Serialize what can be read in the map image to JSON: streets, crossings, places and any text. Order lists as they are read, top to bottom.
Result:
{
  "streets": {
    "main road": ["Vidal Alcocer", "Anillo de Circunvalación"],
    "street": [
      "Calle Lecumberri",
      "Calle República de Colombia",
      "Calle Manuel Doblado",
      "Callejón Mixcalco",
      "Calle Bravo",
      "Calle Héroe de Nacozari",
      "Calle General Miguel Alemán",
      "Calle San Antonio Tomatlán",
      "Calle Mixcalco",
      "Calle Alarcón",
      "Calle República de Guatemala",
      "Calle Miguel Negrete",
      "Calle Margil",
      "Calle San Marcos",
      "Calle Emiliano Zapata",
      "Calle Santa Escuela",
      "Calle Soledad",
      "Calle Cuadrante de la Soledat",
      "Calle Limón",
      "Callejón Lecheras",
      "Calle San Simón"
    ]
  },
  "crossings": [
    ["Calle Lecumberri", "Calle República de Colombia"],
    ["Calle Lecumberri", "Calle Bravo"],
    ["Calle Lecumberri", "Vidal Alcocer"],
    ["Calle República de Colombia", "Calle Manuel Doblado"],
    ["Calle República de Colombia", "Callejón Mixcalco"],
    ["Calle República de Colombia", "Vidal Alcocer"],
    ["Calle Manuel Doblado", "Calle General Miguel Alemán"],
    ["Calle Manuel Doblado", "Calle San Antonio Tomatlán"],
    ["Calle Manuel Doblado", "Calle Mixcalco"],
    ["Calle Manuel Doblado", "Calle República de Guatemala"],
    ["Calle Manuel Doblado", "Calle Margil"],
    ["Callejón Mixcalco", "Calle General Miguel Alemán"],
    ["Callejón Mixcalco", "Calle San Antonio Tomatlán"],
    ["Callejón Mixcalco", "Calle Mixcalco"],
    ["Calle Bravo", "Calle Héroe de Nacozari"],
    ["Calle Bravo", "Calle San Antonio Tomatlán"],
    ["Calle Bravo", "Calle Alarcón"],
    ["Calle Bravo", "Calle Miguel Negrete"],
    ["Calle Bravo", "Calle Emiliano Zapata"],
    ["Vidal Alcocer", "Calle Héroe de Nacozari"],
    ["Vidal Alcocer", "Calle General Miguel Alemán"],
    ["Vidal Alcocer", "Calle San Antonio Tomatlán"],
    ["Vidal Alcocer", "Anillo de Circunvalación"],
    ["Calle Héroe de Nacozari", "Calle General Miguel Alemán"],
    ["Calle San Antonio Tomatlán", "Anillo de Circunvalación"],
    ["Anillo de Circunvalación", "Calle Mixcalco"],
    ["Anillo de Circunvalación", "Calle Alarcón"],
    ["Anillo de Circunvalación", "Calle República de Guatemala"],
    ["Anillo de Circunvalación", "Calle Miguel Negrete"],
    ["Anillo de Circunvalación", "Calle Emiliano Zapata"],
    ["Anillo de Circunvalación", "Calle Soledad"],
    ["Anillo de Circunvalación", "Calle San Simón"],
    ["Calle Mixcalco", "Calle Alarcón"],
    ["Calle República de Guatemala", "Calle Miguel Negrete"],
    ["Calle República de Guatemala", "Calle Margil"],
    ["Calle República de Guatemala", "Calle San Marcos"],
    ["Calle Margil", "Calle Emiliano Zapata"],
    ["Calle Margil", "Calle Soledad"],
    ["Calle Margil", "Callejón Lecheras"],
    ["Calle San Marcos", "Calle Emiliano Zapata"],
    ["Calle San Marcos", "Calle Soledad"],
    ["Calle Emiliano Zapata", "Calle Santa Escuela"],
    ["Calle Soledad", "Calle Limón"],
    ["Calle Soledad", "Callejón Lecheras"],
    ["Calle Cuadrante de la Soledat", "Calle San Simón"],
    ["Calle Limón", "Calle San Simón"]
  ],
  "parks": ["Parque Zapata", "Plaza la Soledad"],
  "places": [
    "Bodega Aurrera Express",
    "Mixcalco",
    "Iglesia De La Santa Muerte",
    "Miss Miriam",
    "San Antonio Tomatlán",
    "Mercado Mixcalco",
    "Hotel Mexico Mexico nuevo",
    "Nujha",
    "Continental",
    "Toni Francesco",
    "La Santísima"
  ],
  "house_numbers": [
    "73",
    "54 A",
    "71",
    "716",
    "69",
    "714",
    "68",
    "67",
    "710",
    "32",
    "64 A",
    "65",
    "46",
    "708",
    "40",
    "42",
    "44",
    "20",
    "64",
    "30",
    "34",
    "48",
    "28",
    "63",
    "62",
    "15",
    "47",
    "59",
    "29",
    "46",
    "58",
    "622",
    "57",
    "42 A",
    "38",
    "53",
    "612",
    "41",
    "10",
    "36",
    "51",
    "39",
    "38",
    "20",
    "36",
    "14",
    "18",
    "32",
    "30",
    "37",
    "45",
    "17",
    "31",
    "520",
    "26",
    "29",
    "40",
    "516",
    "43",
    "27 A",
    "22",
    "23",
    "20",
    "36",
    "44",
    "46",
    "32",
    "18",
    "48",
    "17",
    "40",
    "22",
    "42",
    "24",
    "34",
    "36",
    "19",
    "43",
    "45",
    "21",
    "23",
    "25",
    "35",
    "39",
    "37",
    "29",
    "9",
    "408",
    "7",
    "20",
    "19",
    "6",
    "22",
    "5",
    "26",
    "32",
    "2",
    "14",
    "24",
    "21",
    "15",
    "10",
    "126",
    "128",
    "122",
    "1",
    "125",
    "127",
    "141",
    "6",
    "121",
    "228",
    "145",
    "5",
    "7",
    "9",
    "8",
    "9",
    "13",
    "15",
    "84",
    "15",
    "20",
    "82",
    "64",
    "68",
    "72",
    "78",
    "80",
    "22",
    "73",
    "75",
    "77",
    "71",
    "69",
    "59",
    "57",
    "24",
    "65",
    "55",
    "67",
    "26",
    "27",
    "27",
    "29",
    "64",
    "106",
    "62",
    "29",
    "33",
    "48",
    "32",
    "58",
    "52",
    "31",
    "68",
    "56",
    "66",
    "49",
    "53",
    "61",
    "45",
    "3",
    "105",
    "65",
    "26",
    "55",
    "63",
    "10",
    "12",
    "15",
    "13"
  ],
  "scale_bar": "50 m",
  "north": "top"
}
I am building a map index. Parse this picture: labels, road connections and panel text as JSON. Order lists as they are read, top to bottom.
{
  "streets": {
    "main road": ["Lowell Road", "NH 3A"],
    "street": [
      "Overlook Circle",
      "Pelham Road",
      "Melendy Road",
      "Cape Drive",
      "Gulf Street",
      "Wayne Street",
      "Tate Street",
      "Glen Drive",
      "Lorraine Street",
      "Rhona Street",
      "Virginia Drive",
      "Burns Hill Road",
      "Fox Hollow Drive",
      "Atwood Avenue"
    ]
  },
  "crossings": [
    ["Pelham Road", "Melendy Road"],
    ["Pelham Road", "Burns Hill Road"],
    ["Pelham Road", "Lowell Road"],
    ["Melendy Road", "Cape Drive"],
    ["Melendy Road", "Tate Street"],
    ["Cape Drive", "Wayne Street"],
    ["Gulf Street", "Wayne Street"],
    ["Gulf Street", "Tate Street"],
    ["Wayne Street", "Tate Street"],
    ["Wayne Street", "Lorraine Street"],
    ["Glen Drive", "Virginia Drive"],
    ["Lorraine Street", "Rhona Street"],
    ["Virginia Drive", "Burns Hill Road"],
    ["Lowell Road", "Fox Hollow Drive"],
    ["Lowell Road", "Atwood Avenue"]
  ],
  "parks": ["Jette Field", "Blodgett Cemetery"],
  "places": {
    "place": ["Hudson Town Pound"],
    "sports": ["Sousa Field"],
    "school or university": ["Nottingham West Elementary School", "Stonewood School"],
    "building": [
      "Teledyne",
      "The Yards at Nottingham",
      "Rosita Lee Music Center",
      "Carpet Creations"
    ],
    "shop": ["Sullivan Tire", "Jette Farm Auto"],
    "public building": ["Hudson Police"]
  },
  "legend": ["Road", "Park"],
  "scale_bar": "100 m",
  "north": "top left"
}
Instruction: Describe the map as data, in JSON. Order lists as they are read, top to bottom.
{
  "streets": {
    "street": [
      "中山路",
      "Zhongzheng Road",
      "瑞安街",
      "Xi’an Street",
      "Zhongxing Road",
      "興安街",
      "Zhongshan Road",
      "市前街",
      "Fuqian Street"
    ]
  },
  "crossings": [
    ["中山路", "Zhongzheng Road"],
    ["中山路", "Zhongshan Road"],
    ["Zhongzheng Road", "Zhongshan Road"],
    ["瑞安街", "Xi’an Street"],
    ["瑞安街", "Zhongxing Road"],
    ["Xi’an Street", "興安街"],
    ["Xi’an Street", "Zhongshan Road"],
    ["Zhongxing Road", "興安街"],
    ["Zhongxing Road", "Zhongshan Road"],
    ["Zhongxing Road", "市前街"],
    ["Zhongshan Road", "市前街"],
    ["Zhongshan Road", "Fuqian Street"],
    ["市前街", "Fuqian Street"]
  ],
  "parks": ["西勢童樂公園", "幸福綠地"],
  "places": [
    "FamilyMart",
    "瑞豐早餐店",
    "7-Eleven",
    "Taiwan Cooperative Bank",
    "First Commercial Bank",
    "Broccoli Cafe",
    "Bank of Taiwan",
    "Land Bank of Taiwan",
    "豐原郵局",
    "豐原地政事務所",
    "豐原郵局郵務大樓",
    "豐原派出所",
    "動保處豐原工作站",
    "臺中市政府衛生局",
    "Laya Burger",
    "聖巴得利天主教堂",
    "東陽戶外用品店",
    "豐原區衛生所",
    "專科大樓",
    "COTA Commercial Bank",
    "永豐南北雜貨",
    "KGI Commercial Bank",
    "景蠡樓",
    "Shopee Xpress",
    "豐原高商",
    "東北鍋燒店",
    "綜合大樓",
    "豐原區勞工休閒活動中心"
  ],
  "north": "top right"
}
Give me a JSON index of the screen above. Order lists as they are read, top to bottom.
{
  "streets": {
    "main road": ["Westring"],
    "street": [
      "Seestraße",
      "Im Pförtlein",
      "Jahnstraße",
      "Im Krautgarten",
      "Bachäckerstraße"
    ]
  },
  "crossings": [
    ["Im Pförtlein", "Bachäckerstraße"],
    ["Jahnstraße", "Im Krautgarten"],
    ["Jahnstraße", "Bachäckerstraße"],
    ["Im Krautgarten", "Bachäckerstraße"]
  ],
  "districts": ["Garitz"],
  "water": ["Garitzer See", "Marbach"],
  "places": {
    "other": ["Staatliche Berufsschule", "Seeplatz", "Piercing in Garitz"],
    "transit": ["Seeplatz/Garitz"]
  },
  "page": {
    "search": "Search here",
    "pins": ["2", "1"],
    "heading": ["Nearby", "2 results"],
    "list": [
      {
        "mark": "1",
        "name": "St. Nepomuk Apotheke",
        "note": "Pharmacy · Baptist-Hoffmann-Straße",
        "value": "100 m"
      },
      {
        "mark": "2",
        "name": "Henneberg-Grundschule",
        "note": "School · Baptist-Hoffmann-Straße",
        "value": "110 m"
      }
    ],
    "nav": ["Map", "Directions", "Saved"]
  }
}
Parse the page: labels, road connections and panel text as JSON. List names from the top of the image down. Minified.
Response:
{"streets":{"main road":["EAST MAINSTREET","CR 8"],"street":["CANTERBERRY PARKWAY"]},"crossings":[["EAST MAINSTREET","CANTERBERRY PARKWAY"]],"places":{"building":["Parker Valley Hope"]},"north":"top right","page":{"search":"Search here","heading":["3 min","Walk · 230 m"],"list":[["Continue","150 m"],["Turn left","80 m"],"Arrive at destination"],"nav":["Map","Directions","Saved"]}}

——

- Work required -
Going through the records above, count the lines that hold "Atwood" and answer with the count alone.

- Solution -
2